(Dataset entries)
------------------------------

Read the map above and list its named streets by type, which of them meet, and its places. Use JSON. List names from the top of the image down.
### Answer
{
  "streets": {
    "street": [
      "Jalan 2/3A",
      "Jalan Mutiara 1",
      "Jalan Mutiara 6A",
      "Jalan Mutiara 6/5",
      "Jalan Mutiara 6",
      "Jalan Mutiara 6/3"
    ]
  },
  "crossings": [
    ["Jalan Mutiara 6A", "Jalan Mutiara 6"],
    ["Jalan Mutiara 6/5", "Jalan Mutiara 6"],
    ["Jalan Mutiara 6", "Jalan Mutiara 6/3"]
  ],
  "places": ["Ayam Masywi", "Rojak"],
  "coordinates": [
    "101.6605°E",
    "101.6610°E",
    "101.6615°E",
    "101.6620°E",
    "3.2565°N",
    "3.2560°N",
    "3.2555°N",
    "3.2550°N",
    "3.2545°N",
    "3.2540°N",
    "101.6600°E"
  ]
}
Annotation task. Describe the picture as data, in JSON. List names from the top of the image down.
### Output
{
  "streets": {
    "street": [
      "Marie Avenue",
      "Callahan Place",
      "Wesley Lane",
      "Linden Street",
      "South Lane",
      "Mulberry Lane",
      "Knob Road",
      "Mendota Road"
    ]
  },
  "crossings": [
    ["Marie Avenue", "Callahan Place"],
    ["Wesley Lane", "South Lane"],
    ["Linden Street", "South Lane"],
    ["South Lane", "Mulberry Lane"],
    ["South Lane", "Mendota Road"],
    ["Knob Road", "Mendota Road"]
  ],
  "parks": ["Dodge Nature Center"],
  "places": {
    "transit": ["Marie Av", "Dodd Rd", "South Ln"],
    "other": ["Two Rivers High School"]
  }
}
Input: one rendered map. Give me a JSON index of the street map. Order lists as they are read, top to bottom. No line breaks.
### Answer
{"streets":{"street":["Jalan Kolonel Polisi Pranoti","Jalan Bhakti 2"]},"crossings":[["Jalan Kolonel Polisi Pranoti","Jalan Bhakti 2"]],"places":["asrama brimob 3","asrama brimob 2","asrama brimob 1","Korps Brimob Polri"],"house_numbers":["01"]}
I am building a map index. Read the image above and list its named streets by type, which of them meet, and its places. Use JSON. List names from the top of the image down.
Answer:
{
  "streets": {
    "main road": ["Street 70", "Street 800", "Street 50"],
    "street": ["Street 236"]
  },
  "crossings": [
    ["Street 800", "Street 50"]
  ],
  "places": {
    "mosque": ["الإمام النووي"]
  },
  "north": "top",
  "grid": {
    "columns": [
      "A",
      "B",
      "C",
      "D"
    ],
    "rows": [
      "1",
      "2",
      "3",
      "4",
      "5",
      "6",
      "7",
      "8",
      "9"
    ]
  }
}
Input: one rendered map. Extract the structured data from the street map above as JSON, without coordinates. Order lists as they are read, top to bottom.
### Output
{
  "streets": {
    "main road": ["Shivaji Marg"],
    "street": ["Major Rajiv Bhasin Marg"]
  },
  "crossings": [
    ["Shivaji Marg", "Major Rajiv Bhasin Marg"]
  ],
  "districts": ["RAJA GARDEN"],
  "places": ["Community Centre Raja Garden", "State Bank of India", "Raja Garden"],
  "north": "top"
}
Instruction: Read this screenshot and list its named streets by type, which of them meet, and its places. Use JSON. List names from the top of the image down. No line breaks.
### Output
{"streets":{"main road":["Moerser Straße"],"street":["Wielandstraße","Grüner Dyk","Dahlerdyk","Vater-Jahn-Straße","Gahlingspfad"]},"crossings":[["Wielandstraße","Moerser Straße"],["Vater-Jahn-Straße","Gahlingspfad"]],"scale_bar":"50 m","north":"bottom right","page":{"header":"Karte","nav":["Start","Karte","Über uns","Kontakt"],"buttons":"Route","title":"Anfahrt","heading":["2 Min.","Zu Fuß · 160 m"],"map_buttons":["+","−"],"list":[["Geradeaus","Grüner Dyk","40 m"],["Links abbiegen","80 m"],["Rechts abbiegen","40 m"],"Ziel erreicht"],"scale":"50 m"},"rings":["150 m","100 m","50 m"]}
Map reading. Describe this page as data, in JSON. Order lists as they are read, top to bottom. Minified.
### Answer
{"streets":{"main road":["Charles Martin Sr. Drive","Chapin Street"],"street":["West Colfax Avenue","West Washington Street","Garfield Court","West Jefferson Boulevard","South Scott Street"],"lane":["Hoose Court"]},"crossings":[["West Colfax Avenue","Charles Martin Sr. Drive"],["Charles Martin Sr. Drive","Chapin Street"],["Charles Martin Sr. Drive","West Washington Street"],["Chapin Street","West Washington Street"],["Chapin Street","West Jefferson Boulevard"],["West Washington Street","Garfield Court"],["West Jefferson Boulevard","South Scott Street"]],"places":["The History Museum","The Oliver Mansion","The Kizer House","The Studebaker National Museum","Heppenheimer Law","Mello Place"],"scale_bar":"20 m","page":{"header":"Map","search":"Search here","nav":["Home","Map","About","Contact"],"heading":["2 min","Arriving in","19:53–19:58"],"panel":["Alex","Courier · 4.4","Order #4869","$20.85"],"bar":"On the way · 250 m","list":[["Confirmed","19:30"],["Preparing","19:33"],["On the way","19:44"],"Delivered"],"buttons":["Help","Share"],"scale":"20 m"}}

------------------------------

→ **Work task**: Give back, word for word, only the lines above from the line holding "I am building" to the line holding "Input: one rendered map. Extract", both included.

→ **Reply**:
I am building a map index. Read the image above and list its named streets by type, which of them meet, and its places. Use JSON. List names from the top of the image down.
Answer:
{
  "streets": {
    "main road": ["Street 70", "Street 800", "Street 50"],
    "street": ["Street 236"]
  },
  "crossings": [
    ["Street 800", "Street 50"]
  ],
  "places": {
    "mosque": ["الإمام النووي"]
  },
  "north": "top",
  "grid": {
    "columns": [
      "A",
      "B",
      "C",
      "D"
    ],
    "rows": [
      "1",
      "2",
      "3",
      "4",
      "5",
      "6",
      "7",
      "8",
      "9"
    ]
  }
}
Input: one rendered map. Extract the structured data from the street map above as JSON, without coordinates. Order lists as they are read, top to bottom.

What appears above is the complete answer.